"""

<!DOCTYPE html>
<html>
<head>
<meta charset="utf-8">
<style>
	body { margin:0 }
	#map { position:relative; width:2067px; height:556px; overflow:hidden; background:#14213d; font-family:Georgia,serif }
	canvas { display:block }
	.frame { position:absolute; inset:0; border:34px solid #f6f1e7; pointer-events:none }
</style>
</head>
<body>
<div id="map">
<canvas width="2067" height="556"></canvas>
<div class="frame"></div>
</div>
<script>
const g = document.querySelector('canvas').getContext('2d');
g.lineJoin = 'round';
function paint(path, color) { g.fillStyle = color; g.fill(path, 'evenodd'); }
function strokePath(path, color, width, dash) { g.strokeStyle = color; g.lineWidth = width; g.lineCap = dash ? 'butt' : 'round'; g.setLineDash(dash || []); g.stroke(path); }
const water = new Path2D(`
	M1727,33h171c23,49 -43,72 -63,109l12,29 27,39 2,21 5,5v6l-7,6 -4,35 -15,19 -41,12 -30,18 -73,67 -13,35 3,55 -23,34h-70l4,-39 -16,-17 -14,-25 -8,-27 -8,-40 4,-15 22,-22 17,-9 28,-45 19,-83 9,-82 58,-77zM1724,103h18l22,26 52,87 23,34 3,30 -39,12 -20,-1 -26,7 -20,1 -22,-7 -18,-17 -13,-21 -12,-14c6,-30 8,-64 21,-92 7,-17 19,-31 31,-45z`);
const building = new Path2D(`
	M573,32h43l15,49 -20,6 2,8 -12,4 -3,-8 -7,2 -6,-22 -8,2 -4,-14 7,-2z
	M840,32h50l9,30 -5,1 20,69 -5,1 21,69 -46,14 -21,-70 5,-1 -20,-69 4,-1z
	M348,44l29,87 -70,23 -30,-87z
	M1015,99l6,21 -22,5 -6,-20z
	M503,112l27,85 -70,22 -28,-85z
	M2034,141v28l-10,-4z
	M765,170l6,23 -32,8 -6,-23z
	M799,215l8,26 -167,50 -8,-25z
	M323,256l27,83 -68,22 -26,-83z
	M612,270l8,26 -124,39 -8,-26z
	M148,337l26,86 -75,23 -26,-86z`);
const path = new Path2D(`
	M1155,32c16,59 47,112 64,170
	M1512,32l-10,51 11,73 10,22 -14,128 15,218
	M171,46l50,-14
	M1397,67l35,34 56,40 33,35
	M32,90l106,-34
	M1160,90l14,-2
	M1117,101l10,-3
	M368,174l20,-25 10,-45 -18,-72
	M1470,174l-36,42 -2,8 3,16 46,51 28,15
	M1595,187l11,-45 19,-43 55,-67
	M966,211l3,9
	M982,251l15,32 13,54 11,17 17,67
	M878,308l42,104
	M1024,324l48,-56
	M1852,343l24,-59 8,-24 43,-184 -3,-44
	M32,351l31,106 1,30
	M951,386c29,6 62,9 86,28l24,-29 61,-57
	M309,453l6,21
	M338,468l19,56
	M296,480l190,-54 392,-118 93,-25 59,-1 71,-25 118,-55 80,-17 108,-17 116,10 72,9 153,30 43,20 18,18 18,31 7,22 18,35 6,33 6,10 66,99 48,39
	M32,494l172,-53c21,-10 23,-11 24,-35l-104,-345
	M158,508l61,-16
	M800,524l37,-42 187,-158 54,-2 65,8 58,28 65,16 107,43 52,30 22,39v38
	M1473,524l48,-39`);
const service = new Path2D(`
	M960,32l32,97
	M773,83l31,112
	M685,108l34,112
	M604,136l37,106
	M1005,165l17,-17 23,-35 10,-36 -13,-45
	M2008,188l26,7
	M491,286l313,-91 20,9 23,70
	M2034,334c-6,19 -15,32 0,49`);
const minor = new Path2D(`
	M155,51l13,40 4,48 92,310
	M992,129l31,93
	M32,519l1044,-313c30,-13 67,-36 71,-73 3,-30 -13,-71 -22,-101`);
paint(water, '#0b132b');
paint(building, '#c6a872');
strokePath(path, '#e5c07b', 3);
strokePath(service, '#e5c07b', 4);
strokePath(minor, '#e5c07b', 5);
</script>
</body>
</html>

"""

* [WORK TO BE COMPLETED] Each line in the material above that mentions the word "color" must be copied.

* [ANSWER TO THE EXERCISE]
function paint(path, color) { g.fillStyle = color; g.fill(path, 'evenodd'); }
function strokePath(path, color, width, dash) { g.strokeStyle = color; g.lineWidth = width; g.lineCap = dash ? 'butt' : 'round'; g.setLineDash(dash || []); g.stroke(path); }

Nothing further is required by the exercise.